Lesson 4

Exploring with Base-Ten Pieces

Est. Class Sessions: 2

Summarizing the Lesson

Read the following problem to students:

Frank collected 84 pennies and Tara collected 36. How many pennies do they have in all?

Explain to students that Mara and Peter solved the problem. Mara’s answer was 1,110 pennies and Peter’s answer was 120 pennies.

Have students estimate the answer and determine which answer is correct. Then, have student pairs use base-ten pieces to model the problem and use base-ten shorthand to record their answers.

  • Who had the correct solution: Mara or Peter? (Peter)
  • How did you use base-ten pieces to find the answer?
  • What advice would give Mara? (Possible response: She added the bits and the skinnies but she didn’t make any trades.

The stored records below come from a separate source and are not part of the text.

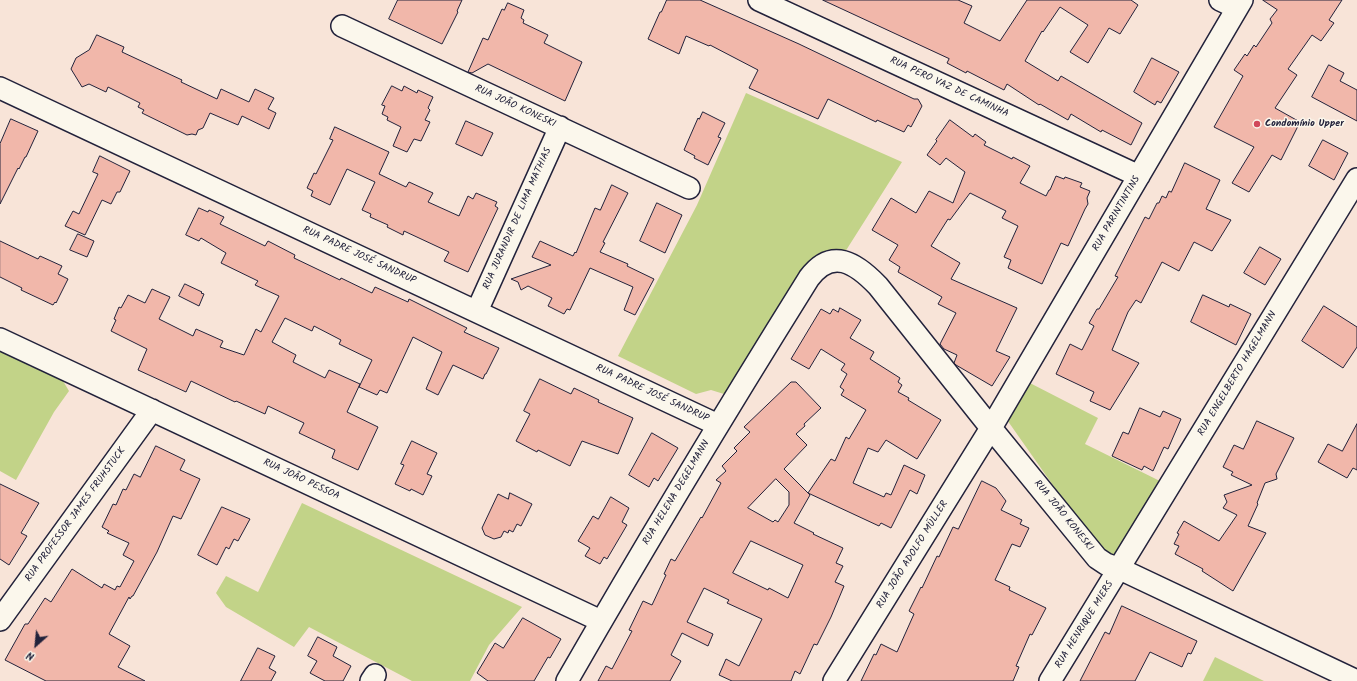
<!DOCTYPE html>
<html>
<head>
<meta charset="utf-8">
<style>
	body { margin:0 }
	#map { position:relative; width:1357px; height:681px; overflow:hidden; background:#f8e4d8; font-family:Kalam,sans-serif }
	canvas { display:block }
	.north { position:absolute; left:16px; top:625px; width:40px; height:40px; -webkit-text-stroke:3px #fbf7ec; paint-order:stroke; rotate:207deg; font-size:11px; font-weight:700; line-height:16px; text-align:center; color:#22223b }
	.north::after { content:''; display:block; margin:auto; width:14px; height:18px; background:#22223b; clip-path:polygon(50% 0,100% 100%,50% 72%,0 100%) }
</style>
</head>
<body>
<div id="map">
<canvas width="1357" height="681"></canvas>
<div class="north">N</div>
</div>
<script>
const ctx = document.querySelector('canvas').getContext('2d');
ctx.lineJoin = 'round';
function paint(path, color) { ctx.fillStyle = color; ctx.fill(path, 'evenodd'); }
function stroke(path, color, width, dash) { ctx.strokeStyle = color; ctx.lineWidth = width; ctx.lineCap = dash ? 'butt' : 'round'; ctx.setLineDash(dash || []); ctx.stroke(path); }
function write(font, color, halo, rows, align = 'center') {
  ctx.font = font + ' Kalam,sans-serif'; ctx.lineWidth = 3; ctx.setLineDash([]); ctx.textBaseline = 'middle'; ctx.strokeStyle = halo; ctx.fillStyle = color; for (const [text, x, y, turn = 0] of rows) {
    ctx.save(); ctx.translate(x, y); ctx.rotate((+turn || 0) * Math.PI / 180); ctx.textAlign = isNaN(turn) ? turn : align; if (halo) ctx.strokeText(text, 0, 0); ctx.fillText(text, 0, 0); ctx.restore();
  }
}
const green = new Path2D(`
	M746 93 902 162 845 252 800 275 724 394 711 390 696 394 618 356 697 205Z
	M0 346 20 351 29 366 46 372 63 381 69 391 54 412 16 480 0 471Z
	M1026 381 1098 418 1085 444 1166 484 1124 553 1106 556 1097 548 1005 417Z
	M302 503 522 607 489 645 470 681H412L309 627 294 647 226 607 216 593 226 576 258 592Z
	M1215 657 1264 681H1203Z`);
const building = new Path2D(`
	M398 0H462L457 11 458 12 442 44 389 19Z
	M667 0H700L799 44 914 99H918L922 106 911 127 908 125 904 132 877 120 876 122 828 99 818 119 749 88 758 70 710 45 709 46 686 36 679 54 648 39 660 12H661Z
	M823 0H958L972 6 964 23 1000 41 1027 0H1131L1138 5 1120 34 1109 28 1088 63 1070 52 1088 25 1060 7 1043 32 1042 31 1025 61 1058 81 1061 76 1142 123 1131 145 1102 130 1101 132 1071 114 1068 120 1040 104 1039 105 1007 84 1004 90 967 71 966 73 947 63 949 59Z
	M1263 0H1342L1329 20 1334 23 1321 41 1312 35 1288 69 1297 75 1275 108 1300 122 1281 160 1272 155 1249 192 1232 183 1254 147 1214 127 1243 76 1234 70 1245 54 1247 56 1254 45 1256 47 1272 23 1270 19 1277 10Z
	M508 3 524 10 521 18 524 20 523 23 548 35 544 43 582 62 565 101 488 64 472 73 468 72 483 38 488 40 502 9 504 10Z
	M97 35 124 47 122 52 182 80 181 82 217 99 221 89 249 102 255 89 274 98 268 109 276 113 269 129 242 116 238 125 210 113 203 128 198 130 196 135 192 134 187 135 142 113 144 110 138 107 140 103 108 87 106 92 89 84 82 87 71 69 76 58 89 50Z
	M1152 58 1179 72 1161 103 1157 101 1155 105 1134 92Z
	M1329 65 1344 73 1340 81 1357 90V121L1312 97Z
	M392 86 402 91 404 86 417 93 418 90 433 97 428 108 430 110 425 120 430 122 421 141 414 139 407 152 393 146 401 127 387 120 388 117 382 114 385 106 382 105Z
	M703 112 725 123 718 137 721 138 708 165 694 158 695 156 684 150 698 118 699 119Z
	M11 119 38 131 26 157H25L19 169 18 168 0 204V144Z
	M950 120 973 137 975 134 986 142 984 145 1012 159 1013 157 1030 166 1020 183 1046 196 1049 190H1050L1056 176 1064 179 1065 177 1082 183 1080 187 1090 191 1087 198 1088 204 1085 209 1068 246 1061 243 1042 284 1008 268 1011 260 1004 257 1018 226 1002 218 1006 211 970 193 950 220 948 219 931 246 960 263 951 279 1017 308 996 351 1010 357 992 386 956 365 954 363 957 355 944 349 940 344 956 313 938 304 942 297 898 272 900 267 889 260 898 245 872 230 891 198 916 213 929 191 953 203 965 172 946 158 940 165 927 155 937 141 936 140Z
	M466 121 493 133 482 156 456 144Z
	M335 127 389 152 379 174 406 187 409 182 433 193 428 202 459 216 468 196 473 199 476 193 497 202 495 206 498 208 468 272 444 261 449 252 404 231 403 235 387 227 388 225 370 217 371 214 362 210 375 182 347 169 330 205 311 196 313 191 307 188 314 173 316 174 333 140 330 139Z
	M1323 140 1348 153 1334 180 1309 166Z
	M100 156 130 171 120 192H117L111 204 102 200 85 235 65 226 73 211 79 214 98 174 93 172Z
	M1185 163 1220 180 1206 209 1231 220 1212 251 1194 242 1179 271 1162 262 1141 303 1136 300 1128 312 1112 350 1139 363 1110 410 1090 401 1094 392 1056 374 1070 344 1082 350 1094 326 1089 323 1097 309H1099L1118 277 1115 276 1145 217 1149 219 1157 203H1159L1162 196 1166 198 1169 191 1171 192Z
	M612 185 628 193 603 242 605 243 600 252 628 264 627 266 654 279 635 315 624 310 633 287 590 268 570 310 567 309 564 314 548 306 552 298 528 286 521 290 518 282 511 279 551 265 532 257 540 241 573 256 575 252 576 253 595 208 600 210Z
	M657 203 682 215 665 253 640 241Z
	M199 208 208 212 209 210 224 217 220 224 265 246 268 241 295 255 294 258 340 280 341 278 372 293 375 287 408 302 409 299 467 328 464 332 499 348 486 374H485L483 379 453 365 438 395 426 389 442 352 413 337 387 393 380 390 377 395 359 387 372 360 339 344 341 340 314 326 312 331 285 318 272 342 296 355 293 362 325 378 329 370 360 384 347 412 378 427 358 470 332 458 335 450 299 433 304 423 268 406 265 414 236 401 235 402 191 381 186 392 138 370 147 349 111 331 116 320 114 319 119 307 121 308 128 295 145 303 152 289 170 297 159 319 193 336 196 329 223 341 220 347 244 355 256 329 261 332 279 296 255 285 258 281 221 263 226 253 201 238 199 241 186 235Z
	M78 234 94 241 87 257 70 250Z
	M0 241 38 259 40 256 62 266 58 274 68 279 56 303 55 302 53 305 21 290 22 288 0 277Z
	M1260 247 1281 259 1265 285 1244 273Z
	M185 284 202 292 201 293 204 294 199 306 179 296Z
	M1203 295 1229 307 1230 304 1251 314 1236 345 1191 322Z
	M1324 306 1357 327V347L1343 368 1302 341Z
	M840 308 861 320 850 338 874 352 870 359 900 378 898 382 902 385 898 392 909 398 908 400 941 420 917 459 886 440 878 452 868 448 853 483 884 497 886 493 891 495 904 465 925 475 917 494 910 490 891 528 881 523 879 526 808 493 810 495 794 523 814 533 813 534 843 548 836 563 843 566 835 582 844 586 831 617 817 645 814 644 800 674 795 671 791 681H732L719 675 726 659 739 666 762 619 727 603 729 600 704 588 687 622 713 634 708 646 682 633 671 655 681 661 670 681H598L606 666 612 669 632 631 629 630 643 601 652 605 666 575 664 574 671 559 675 561 701 517 702 518 721 483 716 480 726 471 722 466 737 451 734 448 750 432 744 427 791 382H796L821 408 804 424 805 426 796 434 807 445 784 469 808 493 831 459 835 461 846 437 849 439 866 410 841 395 844 390 840 387 847 374 841 370 845 364 821 349 809 369 791 359 821 309 830 314 833 309 838 312ZM776 479 789 492V505L778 522 775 520 773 522 748 508ZM751 541 803 565 788 598 769 588 768 590 733 573Z
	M540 379 571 394 574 388 599 400 598 402 633 418 618 454 582 441 570 466 538 450 537 452 516 441 530 414 524 411Z
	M1140 408 1160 417 1163 411 1181 419 1168 449 1164 447 1153 471 1144 466 1142 470 1112 456 1123 432 1128 434Z
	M1257 421 1294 438 1276 474 1277 479 1265 483 1257 503 1258 504 1248 526 1266 533 1233 591 1202 571 1203 569 1175 554 1179 546 1174 544 1179 534 1177 533 1184 521 1219 541 1237 515 1223 508 1227 502 1224 495 1252 485 1231 475 1233 472 1223 467 1234 445 1243 449Z
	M1357 424V470L1353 468 1347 478 1318 462 1328 444 1342 451Z
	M652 433 678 448 658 481 654 478 649 487 629 475Z
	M412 441 437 453 427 474 432 476 423 495 411 489 410 491 395 484 404 465 401 464Z
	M156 446 185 460 180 470 200 479 181 519 173 516 157 552 133 596H132L130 599 129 597 109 634 130 646 118 667 145 681H46L5 660 25 624H28L45 598 51 602 72 569 102 588 104 584 115 590 117 586 120 587 134 561 123 555 129 543 107 533 109 531 102 527 113 504 116 505 123 489 126 490 134 474 140 477Z
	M982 481 996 488 1006 501 1001 510 1022 520 1020 524 1029 528 1020 547 1012 544 995 580 1010 587 1009 590 1046 608 1032 635 1030 634 1016 666 1019 667 1013 681H861L874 654 876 655 881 644 897 652 914 614 909 611 921 587 922 588 937 556 939 557 953 527 958 529Z
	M0 484 39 503 21 533 27 536 9 565 0 559Z
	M510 493 532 504 521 526 517 524 513 532 509 530 508 533 504 531 501 537 494 539 485 535 482 528 498 494 508 499Z
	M611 497 629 508 622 522 627 525 607 559 604 557 600 564 585 556 590 548 578 541 593 516 598 519Z
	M222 507 250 519 238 541 234 539 229 549 226 547 217 565 198 555Z
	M1122 606 1197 641 1191 654 1188 653 1182 667 1150 652 1135 681H1080L1105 632 1109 634Z
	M523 618 561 639 550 658 548 657 534 681H488L477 673 495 643 503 648Z
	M318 637 337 647 333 656 351 666 343 681H325L310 673 317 661 308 656Z
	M258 648 275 656 269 668 276 672 271 681H241Z`);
const minor = new Path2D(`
	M759 0 1139 176
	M1220 0 1237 8
	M342 26 689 188
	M0 88 718 425
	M477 311 560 127
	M0 339 601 621
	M0 620 152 410
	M371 681 375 675
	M567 681C645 545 726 411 809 278 832 247 856 263 878 286L991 428 1097 558 1106 564 1120 569 1357 681
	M834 681 991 428 1242 0
	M1050 681 1357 179`);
const markers = [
	[1257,124,4,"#d1495b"]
];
const streetNames = [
	["RUA PERO VAZ DE CAMINHA",949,88,25],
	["RUA JOÃO KONESKI",515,107,25],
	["RUA PARINTINTINS",1117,214,-60],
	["RUA JURANDIR DE LIMA MATHIAS",518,219,-66],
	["RUA PADRE JOSÉ SANDRUP",359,256,25],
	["RUA ENGELBERTO HAGELMANN",1238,374,-59],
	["RUA PADRE JOSÉ SANDRUP",652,394,25],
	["RUA JOÃO PESSOA",301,480,25],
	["RUA HELENA DEGELMANN",677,493,-59],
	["RUA PROFESSOR JAMES FRUHSTUCK",76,515,-54],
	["RUA JOÃO KONESKI",1063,516,51],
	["RUA JOÃO ADOLFO MÜLLER",913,555,-58],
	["RUA HENRIQUE MIERS",1085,625,-58]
];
const poiNames = [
	["Condomínio Upper",1265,124]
];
paint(green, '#c2d388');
paint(building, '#f1b7aa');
stroke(building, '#22223b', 1);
stroke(minor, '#22223b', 24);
stroke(minor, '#fbf7ec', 21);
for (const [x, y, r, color] of markers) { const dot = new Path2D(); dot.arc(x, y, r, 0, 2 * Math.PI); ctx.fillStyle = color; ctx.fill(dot); stroke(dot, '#fbf7ec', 1.5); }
write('10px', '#22223b', '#fbf7ec', streetNames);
write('bold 10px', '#22223b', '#fbf7ec', poiNames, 'left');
</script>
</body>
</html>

She didn’t follow the Fewest Pieces Rule.)
  • How did you check your answer for reasonableness? (We used friendly numbers: 84 is close to 80 and 36 is close to 40. 80 + 40 = 120. That’s what Peter got for an answer.)

Assign the Collecting Pennies page in the Student Activity Book to assess students’ abilities to use base-ten pieces to solve addition problems with trades.

Assign the Collecting Pennies page with the Feedback Box in the Student Activity Book to assess students’ abilities to use and apply place value concepts [E1]; to represent addition problems using base-ten pieces and number sentences [E2]; add multidigit numbers using mental math strategies (e.g., composing and decomposing numbers) and using base-ten pieces [E3]; check an answer for reasonableness [MPE3]; and show or tell how to solve problems [MPE5].